*EXERCISE AIM*
Return every line below in which "view" appears.

■ ■ ■ ■

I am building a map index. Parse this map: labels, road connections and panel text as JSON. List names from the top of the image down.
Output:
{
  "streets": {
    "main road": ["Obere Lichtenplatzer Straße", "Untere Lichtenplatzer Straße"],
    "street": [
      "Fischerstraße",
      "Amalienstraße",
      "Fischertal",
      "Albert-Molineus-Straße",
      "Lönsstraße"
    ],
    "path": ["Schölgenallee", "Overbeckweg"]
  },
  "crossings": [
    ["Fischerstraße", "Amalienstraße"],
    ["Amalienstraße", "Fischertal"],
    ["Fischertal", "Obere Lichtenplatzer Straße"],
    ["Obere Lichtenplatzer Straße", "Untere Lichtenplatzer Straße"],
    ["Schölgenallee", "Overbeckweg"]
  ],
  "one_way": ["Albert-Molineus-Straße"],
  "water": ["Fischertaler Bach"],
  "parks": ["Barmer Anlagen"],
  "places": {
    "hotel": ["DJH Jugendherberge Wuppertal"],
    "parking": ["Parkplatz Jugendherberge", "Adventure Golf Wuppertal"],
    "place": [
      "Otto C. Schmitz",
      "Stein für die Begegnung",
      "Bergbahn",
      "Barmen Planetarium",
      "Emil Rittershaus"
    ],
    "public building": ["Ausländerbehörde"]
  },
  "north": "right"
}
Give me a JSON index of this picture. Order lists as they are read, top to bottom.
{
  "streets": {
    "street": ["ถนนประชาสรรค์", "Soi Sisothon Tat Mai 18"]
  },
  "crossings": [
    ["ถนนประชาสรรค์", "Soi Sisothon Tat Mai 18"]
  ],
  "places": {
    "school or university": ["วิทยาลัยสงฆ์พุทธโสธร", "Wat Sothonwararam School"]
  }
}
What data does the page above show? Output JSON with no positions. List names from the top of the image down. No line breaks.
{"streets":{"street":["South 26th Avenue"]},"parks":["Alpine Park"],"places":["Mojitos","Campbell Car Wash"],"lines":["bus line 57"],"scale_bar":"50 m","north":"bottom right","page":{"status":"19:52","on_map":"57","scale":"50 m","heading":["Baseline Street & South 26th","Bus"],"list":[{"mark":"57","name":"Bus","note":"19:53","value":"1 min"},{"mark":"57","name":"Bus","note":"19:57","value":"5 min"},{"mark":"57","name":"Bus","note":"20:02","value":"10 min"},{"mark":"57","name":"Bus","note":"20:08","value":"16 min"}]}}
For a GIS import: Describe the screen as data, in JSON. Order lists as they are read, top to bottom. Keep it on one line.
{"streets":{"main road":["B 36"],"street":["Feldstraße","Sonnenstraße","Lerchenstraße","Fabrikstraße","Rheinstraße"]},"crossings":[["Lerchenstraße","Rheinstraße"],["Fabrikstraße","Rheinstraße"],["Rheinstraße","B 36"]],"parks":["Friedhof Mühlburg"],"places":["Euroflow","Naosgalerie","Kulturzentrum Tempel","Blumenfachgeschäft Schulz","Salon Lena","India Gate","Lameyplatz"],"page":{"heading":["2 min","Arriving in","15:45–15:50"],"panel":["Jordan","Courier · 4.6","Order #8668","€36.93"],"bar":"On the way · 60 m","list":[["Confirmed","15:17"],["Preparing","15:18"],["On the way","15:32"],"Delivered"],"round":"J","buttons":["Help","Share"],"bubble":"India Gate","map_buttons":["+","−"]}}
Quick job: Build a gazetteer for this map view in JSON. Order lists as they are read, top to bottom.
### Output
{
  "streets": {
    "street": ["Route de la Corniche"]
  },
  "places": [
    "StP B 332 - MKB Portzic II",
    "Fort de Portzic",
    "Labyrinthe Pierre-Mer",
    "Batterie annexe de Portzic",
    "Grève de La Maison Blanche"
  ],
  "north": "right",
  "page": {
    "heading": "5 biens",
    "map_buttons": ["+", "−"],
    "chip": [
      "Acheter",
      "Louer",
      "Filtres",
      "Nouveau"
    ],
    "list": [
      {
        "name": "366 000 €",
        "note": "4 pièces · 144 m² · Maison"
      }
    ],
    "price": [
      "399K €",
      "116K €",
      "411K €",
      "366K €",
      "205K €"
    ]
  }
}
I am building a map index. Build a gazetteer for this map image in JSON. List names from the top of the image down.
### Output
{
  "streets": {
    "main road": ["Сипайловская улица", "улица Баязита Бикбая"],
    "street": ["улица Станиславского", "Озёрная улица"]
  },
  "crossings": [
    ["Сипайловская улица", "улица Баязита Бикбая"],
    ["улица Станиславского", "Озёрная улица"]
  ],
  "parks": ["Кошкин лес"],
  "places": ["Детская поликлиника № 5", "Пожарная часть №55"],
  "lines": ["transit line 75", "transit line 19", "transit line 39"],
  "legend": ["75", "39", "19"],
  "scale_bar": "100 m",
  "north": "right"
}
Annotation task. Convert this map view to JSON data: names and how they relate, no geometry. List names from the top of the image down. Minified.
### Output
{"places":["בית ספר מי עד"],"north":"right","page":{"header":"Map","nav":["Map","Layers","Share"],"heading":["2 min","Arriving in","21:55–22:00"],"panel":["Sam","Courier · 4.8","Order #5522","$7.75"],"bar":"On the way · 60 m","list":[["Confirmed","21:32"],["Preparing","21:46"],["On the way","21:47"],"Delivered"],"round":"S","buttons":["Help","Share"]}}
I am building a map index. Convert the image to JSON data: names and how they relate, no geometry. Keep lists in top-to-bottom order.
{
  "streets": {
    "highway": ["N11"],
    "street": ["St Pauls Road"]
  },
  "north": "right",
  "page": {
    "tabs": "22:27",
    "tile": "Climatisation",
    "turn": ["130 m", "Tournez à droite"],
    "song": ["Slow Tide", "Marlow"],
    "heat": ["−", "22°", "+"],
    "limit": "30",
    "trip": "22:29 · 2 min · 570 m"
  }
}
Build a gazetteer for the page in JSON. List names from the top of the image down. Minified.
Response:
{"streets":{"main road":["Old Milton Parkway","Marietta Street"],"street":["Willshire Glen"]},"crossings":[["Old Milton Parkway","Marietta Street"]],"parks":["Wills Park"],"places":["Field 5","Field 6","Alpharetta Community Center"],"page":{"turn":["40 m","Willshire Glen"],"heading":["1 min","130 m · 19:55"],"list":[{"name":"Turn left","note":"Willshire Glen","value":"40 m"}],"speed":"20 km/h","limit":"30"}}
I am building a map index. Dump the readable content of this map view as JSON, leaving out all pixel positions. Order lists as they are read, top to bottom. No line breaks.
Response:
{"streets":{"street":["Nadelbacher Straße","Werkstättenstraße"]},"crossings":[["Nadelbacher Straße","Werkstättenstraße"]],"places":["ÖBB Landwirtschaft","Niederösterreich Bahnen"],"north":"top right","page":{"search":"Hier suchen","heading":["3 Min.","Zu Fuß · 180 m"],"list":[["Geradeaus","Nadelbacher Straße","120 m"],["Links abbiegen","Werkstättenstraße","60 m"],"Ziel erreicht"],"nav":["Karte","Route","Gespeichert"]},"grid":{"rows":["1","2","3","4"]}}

■ ■ ■ ■

*EXERCISE OUTPUT*
Quick job: Build a gazetteer for this map view in JSON. Order lists as they are read, top to bottom.
Annotation task. Convert this map view to JSON data: names and how they relate, no geometry. List names from the top of the image down. Minified.
I am building a map index. Dump the readable content of this map view as JSON, leaving out all pixel positions. Order lists as they are read, top to bottom. No line breaks.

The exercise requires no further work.